| Entries provided |
****************

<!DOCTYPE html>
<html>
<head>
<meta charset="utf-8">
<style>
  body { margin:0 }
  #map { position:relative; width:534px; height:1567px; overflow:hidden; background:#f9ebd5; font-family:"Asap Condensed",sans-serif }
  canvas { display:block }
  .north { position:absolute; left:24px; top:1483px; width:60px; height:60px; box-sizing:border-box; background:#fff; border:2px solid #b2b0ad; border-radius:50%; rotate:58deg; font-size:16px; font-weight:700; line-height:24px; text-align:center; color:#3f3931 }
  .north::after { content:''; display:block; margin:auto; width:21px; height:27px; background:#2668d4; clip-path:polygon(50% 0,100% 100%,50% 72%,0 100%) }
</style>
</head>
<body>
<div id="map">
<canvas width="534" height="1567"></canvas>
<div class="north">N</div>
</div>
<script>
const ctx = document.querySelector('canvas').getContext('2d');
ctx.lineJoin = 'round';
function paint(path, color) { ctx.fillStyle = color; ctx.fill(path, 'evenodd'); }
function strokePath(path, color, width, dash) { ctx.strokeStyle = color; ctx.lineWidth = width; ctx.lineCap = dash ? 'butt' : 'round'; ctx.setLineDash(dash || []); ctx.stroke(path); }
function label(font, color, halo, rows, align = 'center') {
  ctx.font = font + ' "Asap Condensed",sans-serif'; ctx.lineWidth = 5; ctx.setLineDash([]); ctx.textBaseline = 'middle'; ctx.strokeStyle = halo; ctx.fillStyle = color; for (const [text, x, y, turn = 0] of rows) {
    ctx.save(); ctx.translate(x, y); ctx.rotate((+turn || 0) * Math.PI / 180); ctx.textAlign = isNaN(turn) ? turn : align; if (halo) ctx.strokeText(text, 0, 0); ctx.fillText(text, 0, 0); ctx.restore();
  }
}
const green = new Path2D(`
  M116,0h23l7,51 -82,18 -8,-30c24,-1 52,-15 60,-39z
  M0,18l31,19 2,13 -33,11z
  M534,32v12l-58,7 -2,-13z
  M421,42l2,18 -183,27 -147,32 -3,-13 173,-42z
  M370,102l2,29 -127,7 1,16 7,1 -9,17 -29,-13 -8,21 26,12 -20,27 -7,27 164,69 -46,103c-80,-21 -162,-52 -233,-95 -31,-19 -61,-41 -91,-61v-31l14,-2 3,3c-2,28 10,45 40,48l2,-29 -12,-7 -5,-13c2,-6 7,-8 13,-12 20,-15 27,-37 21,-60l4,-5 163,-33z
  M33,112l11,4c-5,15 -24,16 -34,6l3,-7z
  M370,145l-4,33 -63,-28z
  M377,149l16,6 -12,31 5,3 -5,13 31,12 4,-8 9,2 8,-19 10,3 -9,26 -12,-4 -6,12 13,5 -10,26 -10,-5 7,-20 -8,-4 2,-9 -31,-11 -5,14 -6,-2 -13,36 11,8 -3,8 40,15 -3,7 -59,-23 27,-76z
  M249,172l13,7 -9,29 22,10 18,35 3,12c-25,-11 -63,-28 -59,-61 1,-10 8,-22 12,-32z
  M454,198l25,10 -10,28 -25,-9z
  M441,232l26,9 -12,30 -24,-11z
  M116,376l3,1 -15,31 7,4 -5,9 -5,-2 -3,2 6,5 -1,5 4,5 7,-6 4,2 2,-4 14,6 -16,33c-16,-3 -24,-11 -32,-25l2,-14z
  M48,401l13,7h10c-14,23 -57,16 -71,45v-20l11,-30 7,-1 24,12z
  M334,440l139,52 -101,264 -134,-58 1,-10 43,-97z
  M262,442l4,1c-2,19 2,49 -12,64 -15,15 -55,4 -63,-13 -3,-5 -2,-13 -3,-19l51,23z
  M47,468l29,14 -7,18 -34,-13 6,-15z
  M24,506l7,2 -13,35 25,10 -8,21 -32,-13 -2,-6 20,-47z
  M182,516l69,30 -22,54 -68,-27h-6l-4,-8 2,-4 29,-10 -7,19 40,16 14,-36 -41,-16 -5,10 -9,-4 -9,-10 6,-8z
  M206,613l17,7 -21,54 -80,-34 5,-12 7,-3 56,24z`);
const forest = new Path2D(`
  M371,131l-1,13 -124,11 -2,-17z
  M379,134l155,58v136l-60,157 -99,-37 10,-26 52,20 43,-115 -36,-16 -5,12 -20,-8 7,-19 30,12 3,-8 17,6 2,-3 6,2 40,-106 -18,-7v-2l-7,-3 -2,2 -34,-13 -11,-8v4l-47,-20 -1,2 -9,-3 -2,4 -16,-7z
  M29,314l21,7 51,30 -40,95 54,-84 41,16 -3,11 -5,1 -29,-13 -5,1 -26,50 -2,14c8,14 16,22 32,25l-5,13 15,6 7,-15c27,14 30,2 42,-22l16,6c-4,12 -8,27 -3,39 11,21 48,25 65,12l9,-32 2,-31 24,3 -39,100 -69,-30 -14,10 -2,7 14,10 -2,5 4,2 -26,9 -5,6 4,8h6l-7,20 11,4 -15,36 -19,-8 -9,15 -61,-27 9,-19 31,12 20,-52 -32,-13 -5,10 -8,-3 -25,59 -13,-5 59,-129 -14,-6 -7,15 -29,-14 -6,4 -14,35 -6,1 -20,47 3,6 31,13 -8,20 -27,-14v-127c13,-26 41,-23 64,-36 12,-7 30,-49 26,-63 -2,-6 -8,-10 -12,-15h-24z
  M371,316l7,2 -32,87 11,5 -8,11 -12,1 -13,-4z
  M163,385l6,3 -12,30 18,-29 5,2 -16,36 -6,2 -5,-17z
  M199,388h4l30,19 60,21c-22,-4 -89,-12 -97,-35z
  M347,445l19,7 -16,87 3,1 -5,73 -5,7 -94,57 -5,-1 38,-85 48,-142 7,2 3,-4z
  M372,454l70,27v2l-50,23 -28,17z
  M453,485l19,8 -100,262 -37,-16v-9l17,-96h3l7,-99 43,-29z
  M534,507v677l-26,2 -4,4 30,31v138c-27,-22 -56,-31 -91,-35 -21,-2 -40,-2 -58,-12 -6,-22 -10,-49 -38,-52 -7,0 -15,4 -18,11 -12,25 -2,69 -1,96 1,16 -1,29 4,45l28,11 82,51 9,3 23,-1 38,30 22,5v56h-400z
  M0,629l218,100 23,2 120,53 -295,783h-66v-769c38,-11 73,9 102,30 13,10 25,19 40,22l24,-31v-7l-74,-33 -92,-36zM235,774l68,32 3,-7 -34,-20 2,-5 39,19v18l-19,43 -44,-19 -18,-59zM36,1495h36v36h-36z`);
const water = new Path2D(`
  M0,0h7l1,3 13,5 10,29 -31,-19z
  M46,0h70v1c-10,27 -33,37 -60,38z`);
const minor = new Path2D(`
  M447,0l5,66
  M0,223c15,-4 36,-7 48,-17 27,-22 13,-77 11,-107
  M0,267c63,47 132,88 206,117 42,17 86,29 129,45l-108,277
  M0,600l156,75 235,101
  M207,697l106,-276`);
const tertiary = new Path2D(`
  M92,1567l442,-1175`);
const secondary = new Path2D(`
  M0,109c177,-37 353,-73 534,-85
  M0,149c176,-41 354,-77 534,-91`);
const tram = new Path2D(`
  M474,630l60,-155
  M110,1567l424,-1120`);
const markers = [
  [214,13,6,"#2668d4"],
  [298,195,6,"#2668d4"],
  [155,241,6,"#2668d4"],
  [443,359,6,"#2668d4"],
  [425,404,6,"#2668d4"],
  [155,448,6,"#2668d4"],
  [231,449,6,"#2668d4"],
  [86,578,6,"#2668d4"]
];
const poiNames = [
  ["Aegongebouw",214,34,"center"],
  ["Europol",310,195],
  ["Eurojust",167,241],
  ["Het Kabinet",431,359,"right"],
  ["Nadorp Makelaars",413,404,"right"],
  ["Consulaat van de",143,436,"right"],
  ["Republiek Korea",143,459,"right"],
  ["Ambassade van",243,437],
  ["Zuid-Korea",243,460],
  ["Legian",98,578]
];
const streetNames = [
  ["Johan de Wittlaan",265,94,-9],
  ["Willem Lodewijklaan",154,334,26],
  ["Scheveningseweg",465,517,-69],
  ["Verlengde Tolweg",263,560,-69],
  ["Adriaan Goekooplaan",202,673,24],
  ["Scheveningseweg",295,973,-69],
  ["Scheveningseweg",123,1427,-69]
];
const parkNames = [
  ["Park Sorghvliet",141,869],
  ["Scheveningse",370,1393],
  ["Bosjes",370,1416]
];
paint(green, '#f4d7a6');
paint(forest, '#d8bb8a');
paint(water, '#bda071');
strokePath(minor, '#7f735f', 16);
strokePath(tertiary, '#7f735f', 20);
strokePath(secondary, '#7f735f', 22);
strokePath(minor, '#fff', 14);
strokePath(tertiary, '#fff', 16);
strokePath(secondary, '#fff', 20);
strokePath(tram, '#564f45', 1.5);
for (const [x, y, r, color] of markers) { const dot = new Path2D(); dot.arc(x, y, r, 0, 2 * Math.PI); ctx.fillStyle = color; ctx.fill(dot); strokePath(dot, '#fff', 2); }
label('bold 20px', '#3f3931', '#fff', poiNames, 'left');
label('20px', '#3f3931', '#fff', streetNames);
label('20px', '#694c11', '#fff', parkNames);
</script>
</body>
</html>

****************

| What you should do |
Count each line of the listing above that holds the string "turn", and state that count without anything added.

| Expected answer |
2